Before I actually dive headfirst into this film, I want to start with a few caveats. First, this is going to be spoilery. Normally, I like to keep reviews cleansed of big plot details, but the plot here is important. Scream is a commentary. It’s 100% supposed to be film satire. I’ve always applauded it for that. It’s impossible to mention what it’s trying to tell us about its contemporary film industry without mentioning what happens within the film itself.
The other caveat I want to state is that I did like the film. It’s going to feel like I’m ripping it for a bit, but I had a good time. It was a more thrilling experience than many of the current reboots and reshapings of classic horror franchises (cough*Halloween*cough). It just had a lot to say without actually sticking it in a meaningful and coherent way. So if you haven’t seen Scream 5, I recommend stopping here and returning after you’ve checked it out!
Scream 5 starts promising. It immediately sinks itself right back into the lore of the franchise – something I was worried it would only scratch the surface of. In the opening scene, characters are already throwing out references to the Stab series and poking at the rising trend of elevated horror. Every joke, every comment, every critique feels earned. For a series so entrenched in observing the horror landscape around it, Scream 5 fits itself right back into the pocket of meta-horror.
Unfortunately, though, Scream 5 goes so far into the meta-realm that it completely becomes a biproduct of that formula. It succumbs to the tropes and pitfalls of all the reboots nowadays. Nostalgia plays a large factor in this. The entire third act is literally an exact copy of the original film. Of course it wants to self-reflect on the original classic film, but to film it in the exact same house and do it in nearly a shot-for-shot recollection? It’s overkill.

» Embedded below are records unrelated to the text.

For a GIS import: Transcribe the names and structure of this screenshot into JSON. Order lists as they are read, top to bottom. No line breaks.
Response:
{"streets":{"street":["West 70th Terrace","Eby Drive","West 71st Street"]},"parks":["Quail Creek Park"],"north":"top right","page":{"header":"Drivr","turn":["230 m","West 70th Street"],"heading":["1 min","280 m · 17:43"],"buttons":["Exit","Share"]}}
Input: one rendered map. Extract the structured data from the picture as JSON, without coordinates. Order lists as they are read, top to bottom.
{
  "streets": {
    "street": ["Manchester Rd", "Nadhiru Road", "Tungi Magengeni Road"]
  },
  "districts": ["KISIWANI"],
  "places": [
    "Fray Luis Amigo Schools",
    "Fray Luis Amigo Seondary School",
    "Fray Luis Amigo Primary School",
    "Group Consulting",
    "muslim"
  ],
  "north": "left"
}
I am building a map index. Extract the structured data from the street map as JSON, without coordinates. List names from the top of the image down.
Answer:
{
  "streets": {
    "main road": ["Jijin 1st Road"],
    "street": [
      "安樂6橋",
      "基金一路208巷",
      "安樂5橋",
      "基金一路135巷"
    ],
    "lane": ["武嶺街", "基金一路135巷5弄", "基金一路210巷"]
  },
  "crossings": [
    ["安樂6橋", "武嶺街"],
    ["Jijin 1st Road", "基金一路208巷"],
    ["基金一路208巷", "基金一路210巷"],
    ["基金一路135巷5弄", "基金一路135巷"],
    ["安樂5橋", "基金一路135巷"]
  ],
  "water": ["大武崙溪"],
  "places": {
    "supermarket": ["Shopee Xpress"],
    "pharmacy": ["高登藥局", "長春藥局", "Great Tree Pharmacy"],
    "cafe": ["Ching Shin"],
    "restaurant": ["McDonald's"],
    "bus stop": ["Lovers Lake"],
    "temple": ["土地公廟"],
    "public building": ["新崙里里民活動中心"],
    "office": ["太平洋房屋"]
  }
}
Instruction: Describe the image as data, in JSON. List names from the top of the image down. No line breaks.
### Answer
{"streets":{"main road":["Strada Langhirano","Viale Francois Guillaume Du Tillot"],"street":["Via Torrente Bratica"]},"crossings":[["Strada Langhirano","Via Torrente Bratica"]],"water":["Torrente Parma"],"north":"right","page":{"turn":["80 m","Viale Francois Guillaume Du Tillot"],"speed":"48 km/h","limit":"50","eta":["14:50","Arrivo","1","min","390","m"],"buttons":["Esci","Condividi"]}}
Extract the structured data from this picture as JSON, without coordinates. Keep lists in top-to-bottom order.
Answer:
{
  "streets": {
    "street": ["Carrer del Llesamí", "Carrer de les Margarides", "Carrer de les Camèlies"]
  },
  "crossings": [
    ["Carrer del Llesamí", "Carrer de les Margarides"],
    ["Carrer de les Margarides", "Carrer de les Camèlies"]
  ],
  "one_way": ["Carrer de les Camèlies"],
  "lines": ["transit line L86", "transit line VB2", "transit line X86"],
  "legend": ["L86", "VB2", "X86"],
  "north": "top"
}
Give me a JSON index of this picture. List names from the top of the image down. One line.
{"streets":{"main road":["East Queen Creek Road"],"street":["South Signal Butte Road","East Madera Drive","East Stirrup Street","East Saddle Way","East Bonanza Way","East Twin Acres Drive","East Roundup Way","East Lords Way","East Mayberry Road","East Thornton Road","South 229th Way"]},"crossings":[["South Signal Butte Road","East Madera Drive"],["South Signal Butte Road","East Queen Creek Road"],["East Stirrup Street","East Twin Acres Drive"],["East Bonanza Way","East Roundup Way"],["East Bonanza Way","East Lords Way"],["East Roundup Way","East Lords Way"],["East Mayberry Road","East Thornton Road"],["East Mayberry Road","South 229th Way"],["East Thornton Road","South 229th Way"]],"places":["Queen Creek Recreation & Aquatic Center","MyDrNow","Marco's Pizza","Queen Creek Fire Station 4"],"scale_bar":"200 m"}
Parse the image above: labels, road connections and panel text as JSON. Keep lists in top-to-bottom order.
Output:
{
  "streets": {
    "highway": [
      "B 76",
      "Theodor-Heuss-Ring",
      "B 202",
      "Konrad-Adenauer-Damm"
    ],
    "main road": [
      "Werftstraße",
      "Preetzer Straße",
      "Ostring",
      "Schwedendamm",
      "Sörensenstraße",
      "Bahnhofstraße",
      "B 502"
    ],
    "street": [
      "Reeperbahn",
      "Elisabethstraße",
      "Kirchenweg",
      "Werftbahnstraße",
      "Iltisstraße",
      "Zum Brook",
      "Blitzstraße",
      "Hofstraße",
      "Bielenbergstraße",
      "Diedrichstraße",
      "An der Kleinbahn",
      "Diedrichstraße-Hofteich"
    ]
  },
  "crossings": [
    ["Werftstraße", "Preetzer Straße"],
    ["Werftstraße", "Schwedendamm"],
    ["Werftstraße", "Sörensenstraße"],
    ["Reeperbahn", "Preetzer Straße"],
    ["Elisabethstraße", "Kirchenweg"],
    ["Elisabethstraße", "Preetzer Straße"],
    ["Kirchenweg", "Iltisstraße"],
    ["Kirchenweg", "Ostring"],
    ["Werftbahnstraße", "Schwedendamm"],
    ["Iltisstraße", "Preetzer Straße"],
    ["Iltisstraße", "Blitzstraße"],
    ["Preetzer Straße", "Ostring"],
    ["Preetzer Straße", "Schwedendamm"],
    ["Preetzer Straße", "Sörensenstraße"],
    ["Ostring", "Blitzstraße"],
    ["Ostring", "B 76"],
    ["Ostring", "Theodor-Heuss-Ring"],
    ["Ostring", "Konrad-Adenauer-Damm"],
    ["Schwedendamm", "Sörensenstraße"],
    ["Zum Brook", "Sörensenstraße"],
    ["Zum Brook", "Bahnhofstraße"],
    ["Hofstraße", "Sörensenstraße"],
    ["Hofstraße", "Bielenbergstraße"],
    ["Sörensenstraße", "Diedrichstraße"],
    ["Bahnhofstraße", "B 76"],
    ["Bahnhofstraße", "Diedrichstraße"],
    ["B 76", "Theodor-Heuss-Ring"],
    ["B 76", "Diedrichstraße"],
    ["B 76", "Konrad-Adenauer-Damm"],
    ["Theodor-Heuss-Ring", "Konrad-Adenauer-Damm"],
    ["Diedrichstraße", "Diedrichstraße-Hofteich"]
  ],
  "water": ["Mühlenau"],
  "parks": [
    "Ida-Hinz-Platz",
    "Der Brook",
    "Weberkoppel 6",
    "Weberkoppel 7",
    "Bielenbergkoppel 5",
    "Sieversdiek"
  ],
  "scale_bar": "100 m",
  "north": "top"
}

Scream 5 doesn’t trust the audience enough to be daring enough or different enough. The rules are laid out, but also muddied up quite a bit as the film goes on. We lose Dewey in this film because he understands the rule that you have to make sure the killer is dead, but shouldn’t he also know the rule that you should never separate from the group? Dewey’s death was an homage to the original character being killed off in the reboot, akin to a Han Solo-like death, but it leaves another hole in the franchise and leads us to the biggest problem Scream has faced since the original.
Scream hasn’t had memorable new characters since its inception. Killing off mostly everyone, from the friend group in the original, to Randy in Scream 2, to Dewey in the latest installment, has left the well dry. Nobody substantial has entered the franchise since the beginning. I hold out hope for one new character this time around, as I thought Jasmin Savoy Brown was hysterical in the Randy-esque role. Every scene she was in, she stole the show.
But even with all of that said, Scream 5 is still a fun time at the theater. It’s the funniest installment by a large gap since the original. Intended or not, many of the characters had some memorable laugh-out-loud moments. The kills are gnarly and most of the tension is effective. It’s about as solid as any of these reboots have come and I’d give it the ok to see in theaters if you’re versed in the Scream lore.
And Dead Meat makes a cameo. That was sweet.